According to an aspect of the present invention there is provided a computer-implemented method for evaluating entity behaviour in a contractual situation, wherein the contractual situation is between contracting entities, the method comprising: receiving initial survey input data from a user computing device on behalf of a contracting entity in the form of response data prompted by a series of questions; modelling the entity behaviour based on the initial survey input data to obtain an output predicted behaviour of the entity; receiving one or more instances of evidence input data from a data source or a user computing device relating to the contractual situation and gathered during a contractual period; and updating the modelling of the entity behaviour based on the evidence input data to migrate the output predicted behaviour to an output evidence-based behaviour.

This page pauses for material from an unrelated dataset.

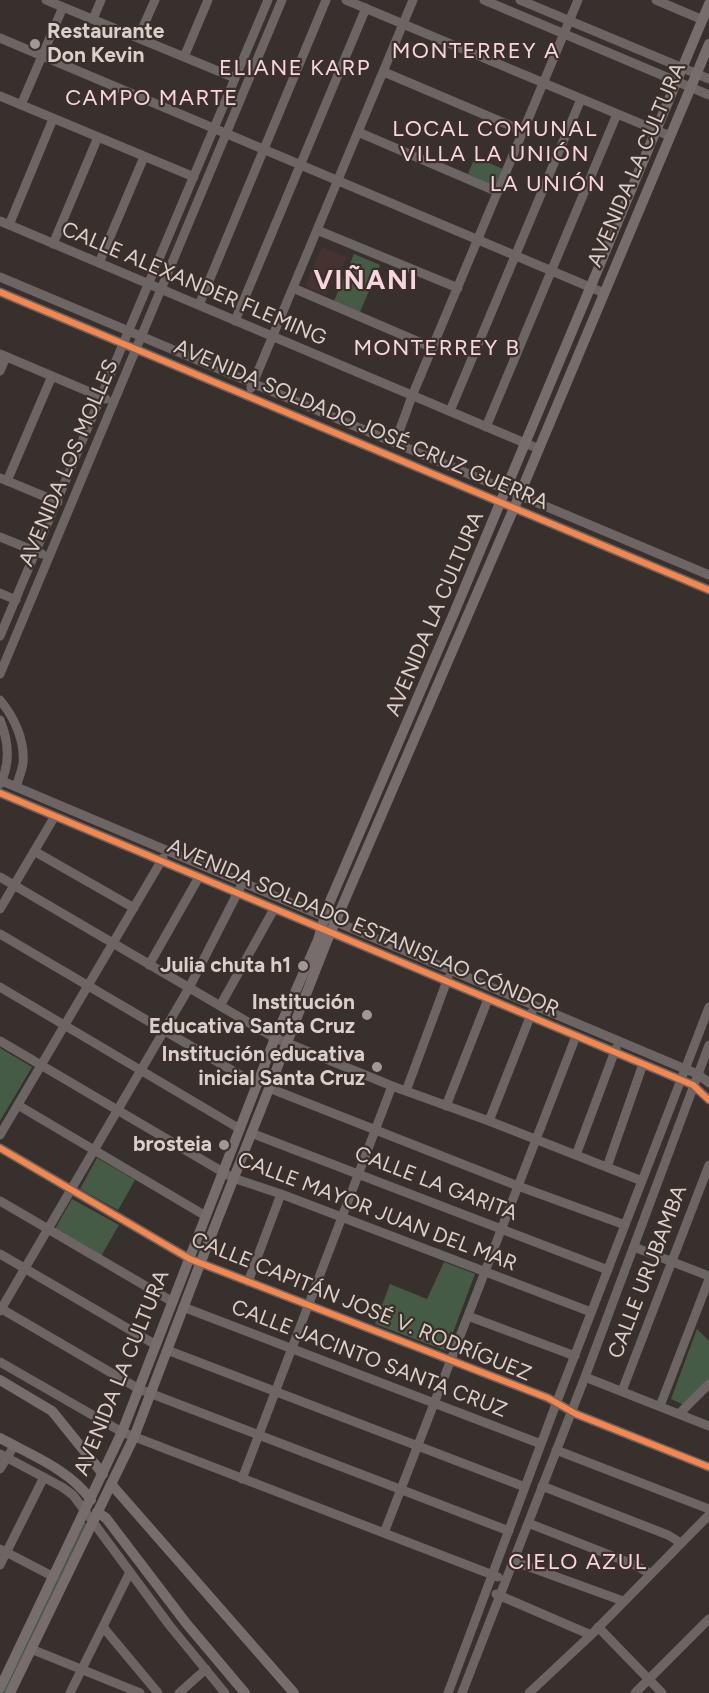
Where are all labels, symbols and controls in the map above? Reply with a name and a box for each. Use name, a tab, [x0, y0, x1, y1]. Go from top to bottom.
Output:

The method may include formulating the series of questions to assess specified contractual behaviour risks and to enable effective rendering on a user computing device. The response data prompted by a series of questions may include at least some of the response data augmented with reaction-based metadata. The method may also include controlling an effect of the reaction-based metadata on the modelling by applying a weighting allocation to metadata of response data.

The method may include receiving subsequent survey input data from a user computing device in the form of additional response data prompted by a series of questions with at least some of the response data augmented with reaction-based metadata. The subsequent survey input data may be from a user computing device on behalf of a contracting entity or from a user computing device of a third party.

Receiving one or more instances of evidence input data may include event driven survey input data in response to an event driven survey from or on behalf of a contracting entity or other entity related to the contractual situation.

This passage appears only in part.